Language models demonstrate both quantitative improvement and new qualitative capabilities with increasing scale. Despite their potentially transformative impact, these new capabilities are as yet poorly characterized. In order to inform future research, prepare for disruptive new model capabilities, and ameliorate socially harmful effects, it is vital that we understand the present and near-future capabilities and limitations of language models. To address this challenge, we introduce the Beyond the Imitation Game benchmark (BIG-bench). BIG-bench currently consists of 204 tasks, contributed by 442 authors across 132 institutions.
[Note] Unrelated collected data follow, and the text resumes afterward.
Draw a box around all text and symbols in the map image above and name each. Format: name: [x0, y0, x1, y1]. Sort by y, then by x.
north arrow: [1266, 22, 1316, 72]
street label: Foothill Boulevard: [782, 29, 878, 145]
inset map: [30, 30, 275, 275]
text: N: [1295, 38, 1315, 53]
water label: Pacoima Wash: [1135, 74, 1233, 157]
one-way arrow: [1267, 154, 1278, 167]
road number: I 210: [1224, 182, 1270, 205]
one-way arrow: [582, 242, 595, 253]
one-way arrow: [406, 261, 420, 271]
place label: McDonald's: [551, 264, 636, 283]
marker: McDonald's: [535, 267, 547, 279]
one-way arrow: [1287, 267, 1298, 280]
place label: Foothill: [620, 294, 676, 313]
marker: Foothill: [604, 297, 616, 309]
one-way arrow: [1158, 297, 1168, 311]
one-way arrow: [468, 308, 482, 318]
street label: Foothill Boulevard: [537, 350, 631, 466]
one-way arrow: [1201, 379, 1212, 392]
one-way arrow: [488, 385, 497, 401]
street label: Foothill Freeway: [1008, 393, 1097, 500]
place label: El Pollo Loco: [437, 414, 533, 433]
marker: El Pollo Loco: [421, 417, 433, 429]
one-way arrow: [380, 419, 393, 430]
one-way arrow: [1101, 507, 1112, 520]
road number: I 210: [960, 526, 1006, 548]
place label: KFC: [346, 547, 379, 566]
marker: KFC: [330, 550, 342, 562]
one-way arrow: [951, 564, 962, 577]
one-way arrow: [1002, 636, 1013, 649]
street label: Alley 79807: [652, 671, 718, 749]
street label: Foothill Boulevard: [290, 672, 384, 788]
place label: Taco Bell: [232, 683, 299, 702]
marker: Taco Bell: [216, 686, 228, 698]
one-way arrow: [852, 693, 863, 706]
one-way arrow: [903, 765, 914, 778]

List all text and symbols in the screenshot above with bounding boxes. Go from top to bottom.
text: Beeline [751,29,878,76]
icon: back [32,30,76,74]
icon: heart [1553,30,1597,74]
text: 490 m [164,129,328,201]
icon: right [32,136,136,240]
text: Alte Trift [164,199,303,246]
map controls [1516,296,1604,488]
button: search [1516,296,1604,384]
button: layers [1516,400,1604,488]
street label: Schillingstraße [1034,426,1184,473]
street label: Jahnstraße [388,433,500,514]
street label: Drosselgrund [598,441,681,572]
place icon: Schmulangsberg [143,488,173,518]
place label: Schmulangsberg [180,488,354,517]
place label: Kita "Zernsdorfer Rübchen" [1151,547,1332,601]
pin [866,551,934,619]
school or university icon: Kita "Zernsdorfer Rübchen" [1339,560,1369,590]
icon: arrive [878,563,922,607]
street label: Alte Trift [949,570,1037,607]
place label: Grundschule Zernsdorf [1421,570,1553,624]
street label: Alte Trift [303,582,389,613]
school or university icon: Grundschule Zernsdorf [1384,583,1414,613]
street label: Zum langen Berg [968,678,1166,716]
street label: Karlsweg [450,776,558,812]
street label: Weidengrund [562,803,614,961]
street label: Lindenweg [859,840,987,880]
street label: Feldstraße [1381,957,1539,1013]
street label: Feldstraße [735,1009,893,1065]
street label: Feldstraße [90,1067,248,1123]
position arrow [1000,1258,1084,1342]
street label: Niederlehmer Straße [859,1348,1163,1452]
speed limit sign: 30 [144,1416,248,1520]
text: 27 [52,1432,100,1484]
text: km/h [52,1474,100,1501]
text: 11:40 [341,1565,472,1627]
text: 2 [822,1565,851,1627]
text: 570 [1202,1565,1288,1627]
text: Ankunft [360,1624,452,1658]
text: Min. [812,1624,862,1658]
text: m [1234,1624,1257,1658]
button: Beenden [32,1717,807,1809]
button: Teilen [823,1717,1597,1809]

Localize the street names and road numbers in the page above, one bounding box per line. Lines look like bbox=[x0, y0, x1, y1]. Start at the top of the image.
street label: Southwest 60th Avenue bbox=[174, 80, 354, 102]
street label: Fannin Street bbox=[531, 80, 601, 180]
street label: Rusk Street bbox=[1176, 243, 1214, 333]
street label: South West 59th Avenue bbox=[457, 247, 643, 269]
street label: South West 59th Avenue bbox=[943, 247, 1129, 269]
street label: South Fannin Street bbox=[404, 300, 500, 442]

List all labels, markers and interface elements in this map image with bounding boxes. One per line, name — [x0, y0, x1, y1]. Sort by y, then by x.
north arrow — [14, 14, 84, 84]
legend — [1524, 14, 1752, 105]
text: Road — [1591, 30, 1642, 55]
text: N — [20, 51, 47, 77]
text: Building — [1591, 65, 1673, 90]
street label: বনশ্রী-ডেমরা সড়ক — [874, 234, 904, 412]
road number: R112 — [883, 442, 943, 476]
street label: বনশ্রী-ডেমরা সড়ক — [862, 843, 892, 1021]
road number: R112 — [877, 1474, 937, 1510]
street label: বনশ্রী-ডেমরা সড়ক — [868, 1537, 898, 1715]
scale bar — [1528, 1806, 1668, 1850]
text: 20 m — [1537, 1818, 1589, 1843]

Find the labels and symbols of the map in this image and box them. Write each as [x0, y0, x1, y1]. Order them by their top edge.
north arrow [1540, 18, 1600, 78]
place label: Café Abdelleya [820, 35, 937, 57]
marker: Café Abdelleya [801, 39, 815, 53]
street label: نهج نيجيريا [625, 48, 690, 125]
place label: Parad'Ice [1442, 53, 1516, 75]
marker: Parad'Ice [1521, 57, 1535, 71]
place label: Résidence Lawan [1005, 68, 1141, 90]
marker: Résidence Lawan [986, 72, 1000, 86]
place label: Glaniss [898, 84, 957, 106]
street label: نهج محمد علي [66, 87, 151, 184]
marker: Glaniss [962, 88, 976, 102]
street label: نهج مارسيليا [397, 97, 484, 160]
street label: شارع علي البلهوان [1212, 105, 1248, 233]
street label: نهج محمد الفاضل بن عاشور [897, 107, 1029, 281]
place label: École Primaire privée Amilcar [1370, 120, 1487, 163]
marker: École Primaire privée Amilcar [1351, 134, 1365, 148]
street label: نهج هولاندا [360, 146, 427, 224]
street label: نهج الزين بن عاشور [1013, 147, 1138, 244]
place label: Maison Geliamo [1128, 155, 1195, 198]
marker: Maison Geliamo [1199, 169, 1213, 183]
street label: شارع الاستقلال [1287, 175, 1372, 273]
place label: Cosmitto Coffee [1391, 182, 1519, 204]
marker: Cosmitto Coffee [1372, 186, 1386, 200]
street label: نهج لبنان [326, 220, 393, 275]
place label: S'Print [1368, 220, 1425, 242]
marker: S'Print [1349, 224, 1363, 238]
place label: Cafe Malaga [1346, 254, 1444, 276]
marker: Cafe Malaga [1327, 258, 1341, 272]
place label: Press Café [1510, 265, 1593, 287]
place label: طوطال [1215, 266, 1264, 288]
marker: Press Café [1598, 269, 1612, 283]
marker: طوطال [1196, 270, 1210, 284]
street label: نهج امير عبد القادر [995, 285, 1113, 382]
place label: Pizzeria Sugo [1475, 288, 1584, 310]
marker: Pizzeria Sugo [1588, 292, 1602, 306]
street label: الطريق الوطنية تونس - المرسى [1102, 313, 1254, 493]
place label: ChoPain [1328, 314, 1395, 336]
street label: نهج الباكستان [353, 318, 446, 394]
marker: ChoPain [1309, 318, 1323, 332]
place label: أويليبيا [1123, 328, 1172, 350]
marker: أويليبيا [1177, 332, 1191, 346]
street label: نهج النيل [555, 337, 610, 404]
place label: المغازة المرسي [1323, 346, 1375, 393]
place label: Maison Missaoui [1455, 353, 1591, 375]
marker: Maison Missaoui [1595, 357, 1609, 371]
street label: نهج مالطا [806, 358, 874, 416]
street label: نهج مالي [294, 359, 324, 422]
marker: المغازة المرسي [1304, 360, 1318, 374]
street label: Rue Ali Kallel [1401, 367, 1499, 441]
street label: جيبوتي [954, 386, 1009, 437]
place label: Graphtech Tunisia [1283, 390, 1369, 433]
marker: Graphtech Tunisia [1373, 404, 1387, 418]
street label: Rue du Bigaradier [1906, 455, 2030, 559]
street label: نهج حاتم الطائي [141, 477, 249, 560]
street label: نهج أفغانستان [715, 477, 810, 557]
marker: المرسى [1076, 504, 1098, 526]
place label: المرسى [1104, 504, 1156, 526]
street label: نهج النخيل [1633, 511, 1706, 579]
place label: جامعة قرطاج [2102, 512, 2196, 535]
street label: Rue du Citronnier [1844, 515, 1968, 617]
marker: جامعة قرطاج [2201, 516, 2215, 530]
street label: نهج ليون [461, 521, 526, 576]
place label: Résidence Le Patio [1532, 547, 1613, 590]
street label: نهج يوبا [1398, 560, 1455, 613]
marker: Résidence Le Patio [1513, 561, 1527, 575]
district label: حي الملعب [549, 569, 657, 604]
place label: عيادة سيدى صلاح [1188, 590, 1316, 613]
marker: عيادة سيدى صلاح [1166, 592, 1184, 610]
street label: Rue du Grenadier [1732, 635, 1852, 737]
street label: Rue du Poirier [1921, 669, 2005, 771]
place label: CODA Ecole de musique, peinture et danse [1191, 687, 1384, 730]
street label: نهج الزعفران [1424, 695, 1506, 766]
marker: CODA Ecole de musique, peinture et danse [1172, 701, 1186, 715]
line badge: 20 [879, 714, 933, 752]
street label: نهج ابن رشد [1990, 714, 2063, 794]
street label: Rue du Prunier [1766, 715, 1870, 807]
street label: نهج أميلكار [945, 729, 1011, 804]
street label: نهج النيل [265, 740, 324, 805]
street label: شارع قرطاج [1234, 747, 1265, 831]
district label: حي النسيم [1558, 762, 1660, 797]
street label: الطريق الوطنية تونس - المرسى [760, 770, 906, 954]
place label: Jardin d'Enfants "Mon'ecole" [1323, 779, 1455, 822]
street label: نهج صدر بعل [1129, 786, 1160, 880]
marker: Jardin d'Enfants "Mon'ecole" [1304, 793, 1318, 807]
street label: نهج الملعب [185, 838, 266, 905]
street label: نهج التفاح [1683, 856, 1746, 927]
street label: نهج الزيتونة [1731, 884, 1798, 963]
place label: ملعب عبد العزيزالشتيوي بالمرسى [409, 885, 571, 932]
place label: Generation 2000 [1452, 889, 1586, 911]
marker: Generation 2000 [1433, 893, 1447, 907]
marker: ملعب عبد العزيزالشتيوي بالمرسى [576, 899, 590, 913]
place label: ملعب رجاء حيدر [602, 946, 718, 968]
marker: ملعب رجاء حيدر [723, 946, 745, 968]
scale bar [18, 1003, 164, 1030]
Task topics are diverse, drawing problems from linguistics, childhood development, math, common-sense reasoning, biology, physics, social bias, software development, and beyond. BIG-bench focuses on tasks that are believed to be beyond the capabilities of current language models. We evaluate the behavior of OpenAI's GPT models, Google-internal dense transformer architectures, and Switch-style sparse transformers on BIG-bench, across model sizes spanning millions to hundreds of billions of parameters. In addition, a team of human expert raters performed all tasks in order to provide a strong baseline. Findings include: model performance and calibration both improve with scale, but are poor in absolute terms (and when compared with rater performance); performance is remarkably similar across model classes, though with benefits from sparsity; tasks that improve gradually and predictably commonly involve a large knowledge or memorization component, whereas tasks that exhibit "breakthrough" behavior at a critical scale often involve multiple steps or components, or brittle metrics; social bias typically increases with scale in settings with ambiguous context, but this can be improved with prompting.